“She really digs the Frans Hals,” her husband, Mike Todd, told reporters at the time
(CBS/AP) Elizabeth Taylor’s collectibles continue to rake in a lot of cash. A 17th-century portrait that once hung in the living room of Taylor’s Bel Air home sold at auction Wednesday for $2 million — a lot more than its presale estimate of $700,000 to $1 million.
“Portrait of a Man,” painted in the early 1630s, was only recently reattributed to Dutch master Frans Hals.
After Taylor hung it in her California home in the 1950s, “It academically fell off the radar,” said Nicholas Hall, head of Christie’s Old Master paintings.
But last summer, Christie’s and Pieter Biesboer, the retired curator of Old Master paintings at the Frans Hals Museum in Holland, confirmed the work was by Hals.
Depicting a gentleman in a black coat and white collar with his hands folded, the painting is signed “FH.”
Taylor’s art dealer father, Francis Taylor, acquired it and gave it to her in the 1950s. She hung it over her fireplace near an iconic lithograph portrait of herself by Andy Warhol that sold at Christie’s in December for $662,500.

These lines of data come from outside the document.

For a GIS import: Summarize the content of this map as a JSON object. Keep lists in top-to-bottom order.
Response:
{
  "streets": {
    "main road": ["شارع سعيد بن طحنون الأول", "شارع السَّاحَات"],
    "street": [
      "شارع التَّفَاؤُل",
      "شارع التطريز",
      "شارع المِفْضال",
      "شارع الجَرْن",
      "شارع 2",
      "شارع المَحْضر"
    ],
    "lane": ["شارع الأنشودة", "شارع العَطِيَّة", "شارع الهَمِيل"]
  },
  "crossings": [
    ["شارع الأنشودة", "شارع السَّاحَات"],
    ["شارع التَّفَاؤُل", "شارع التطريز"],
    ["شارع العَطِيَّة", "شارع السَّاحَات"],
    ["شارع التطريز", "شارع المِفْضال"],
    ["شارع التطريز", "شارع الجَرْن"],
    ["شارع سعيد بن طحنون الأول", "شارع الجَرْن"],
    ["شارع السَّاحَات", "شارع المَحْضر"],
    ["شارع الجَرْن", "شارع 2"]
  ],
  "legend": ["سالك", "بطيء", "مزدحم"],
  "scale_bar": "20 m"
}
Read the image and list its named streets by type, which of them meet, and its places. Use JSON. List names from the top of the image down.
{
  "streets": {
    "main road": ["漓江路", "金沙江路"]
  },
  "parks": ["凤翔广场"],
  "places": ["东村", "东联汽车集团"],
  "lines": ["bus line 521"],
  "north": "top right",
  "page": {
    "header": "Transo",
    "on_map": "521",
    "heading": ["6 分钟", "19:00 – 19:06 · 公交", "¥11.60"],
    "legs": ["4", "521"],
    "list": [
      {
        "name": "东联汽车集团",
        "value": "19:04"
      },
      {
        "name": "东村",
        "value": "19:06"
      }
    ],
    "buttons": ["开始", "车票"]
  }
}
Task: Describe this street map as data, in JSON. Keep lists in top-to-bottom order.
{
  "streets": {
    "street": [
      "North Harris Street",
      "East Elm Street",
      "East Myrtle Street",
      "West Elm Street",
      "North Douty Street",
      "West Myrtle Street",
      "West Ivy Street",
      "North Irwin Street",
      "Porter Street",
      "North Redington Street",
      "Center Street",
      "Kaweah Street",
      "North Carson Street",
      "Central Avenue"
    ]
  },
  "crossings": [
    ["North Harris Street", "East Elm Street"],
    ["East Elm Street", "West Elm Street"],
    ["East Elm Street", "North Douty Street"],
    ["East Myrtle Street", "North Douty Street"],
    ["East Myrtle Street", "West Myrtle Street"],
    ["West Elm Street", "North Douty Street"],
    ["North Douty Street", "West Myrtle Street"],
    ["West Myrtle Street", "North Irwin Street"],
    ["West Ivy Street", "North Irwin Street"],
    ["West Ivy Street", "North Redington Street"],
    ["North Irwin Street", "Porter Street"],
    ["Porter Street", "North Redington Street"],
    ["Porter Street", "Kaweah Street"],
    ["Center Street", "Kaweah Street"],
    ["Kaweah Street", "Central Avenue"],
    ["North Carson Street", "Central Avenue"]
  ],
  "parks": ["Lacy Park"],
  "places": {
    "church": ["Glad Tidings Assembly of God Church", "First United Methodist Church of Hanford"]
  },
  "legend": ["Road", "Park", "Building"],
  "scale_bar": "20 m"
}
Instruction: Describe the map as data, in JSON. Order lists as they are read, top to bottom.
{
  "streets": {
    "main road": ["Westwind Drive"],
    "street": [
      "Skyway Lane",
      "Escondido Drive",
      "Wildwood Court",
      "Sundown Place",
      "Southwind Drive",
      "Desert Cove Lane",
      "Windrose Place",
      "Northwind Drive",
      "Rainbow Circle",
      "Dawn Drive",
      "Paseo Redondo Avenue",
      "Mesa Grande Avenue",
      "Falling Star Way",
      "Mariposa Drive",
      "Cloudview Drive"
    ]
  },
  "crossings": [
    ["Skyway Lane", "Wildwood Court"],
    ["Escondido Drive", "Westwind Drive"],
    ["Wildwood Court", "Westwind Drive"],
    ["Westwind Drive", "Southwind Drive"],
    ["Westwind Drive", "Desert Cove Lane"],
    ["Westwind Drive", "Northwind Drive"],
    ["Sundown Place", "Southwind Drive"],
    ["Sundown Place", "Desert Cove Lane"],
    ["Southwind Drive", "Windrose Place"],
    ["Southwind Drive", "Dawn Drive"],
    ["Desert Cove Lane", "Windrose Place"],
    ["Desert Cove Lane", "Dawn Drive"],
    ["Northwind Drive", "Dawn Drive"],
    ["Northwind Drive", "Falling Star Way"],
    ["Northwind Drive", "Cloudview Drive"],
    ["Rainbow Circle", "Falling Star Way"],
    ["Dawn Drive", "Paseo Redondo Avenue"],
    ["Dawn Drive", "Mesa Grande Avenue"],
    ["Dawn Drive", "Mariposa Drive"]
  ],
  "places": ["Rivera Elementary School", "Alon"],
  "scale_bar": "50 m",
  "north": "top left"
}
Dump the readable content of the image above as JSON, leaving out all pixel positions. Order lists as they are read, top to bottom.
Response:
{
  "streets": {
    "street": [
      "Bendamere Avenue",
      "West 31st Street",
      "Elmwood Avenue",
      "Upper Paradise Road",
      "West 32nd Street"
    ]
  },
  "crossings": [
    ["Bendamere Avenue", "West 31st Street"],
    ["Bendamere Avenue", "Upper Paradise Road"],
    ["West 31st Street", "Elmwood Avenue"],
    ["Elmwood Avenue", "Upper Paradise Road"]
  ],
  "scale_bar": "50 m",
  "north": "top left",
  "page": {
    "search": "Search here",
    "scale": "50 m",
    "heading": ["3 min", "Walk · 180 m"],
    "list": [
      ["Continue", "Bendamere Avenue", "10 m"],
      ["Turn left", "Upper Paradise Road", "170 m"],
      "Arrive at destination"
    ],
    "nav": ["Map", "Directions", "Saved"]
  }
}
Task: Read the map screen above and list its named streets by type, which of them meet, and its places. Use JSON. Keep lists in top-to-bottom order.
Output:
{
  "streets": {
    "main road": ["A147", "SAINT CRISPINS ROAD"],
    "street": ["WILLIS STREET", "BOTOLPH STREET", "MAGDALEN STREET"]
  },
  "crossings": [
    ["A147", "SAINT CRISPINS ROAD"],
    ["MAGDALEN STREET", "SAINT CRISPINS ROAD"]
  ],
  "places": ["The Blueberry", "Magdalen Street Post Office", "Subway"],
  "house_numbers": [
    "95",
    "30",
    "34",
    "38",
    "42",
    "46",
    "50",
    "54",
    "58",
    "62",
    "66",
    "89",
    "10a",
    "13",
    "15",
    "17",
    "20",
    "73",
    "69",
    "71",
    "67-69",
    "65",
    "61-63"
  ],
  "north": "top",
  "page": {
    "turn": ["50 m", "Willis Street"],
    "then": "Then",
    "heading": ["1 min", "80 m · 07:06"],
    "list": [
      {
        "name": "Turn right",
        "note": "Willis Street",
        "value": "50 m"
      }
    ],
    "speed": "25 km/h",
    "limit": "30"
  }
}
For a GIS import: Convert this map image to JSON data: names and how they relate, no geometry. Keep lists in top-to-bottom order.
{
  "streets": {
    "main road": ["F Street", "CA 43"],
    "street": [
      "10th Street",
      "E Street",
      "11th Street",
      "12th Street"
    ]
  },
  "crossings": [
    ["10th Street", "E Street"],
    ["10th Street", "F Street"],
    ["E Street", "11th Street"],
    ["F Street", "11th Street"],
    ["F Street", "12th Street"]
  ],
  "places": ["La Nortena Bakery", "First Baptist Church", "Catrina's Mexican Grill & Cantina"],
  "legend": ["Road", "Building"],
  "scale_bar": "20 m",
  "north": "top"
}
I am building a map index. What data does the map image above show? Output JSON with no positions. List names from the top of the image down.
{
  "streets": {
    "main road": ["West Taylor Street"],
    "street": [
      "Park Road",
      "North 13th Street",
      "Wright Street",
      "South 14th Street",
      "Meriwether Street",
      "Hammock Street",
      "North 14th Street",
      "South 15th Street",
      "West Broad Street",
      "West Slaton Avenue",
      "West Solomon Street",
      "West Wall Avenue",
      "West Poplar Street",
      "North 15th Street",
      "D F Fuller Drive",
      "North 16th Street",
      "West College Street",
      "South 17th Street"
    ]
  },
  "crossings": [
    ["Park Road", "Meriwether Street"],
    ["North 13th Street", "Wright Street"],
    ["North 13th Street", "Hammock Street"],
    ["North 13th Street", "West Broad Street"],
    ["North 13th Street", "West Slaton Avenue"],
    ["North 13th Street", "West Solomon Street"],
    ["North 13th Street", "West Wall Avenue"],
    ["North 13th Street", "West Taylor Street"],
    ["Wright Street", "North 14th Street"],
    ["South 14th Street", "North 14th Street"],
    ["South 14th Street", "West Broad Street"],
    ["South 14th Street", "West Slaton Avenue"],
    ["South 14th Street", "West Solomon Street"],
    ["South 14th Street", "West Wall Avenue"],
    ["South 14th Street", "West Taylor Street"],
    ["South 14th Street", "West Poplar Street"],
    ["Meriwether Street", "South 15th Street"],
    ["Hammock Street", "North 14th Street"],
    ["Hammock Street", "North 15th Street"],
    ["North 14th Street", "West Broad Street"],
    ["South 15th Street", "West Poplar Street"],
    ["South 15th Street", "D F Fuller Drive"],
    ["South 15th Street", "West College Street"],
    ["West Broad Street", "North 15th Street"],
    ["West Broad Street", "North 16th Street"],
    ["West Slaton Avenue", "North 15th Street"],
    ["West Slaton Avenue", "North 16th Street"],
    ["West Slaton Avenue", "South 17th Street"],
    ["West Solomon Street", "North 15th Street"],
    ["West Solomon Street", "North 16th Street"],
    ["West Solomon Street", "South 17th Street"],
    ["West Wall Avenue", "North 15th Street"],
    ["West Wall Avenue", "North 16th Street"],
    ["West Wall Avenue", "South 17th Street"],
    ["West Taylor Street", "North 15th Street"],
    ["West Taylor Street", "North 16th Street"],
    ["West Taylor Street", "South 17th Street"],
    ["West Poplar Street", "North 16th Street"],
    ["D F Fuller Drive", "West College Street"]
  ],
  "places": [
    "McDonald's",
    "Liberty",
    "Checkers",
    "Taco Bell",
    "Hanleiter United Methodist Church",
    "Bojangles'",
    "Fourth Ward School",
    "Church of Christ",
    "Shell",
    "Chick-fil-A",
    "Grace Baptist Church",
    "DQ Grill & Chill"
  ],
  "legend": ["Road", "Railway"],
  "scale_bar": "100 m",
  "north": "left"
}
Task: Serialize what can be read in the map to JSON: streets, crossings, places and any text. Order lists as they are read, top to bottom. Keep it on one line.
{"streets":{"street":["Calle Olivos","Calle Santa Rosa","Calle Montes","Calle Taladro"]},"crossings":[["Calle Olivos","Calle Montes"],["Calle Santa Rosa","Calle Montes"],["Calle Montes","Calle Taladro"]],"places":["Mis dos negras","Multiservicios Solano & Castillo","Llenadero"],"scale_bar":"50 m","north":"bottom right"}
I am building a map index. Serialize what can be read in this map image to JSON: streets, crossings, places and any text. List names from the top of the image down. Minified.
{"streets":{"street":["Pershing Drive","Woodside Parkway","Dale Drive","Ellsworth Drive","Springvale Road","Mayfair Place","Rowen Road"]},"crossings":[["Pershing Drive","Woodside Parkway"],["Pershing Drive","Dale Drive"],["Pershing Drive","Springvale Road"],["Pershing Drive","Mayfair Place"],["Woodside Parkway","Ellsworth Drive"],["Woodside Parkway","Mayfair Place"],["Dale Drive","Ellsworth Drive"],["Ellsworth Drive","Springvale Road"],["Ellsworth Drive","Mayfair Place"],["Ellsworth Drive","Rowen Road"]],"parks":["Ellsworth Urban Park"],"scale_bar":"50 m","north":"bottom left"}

“Portrait of a Man” was the only Old Master she owned. She was very fond of it. In 1956, while recuperating from back surgery at New York Presbyterian Medical Center, she had her hospital room decorated with “Portrait of a Man” and several other paintings, 카지노사이트 including a Renoir and Monet.
“She really digs the Frans Hals,” her husband, Mike Todd, told reporters at the time.
The Frans Hals portrait went to a buyer bidding by phone at Christie’s sale of Old Masters. Other paintings from the late actresses’ collection will be sold by Christie’s in London on Feb. 7-8.
In December, the auction house sold her collection of jewelry, fashion and memorabilia.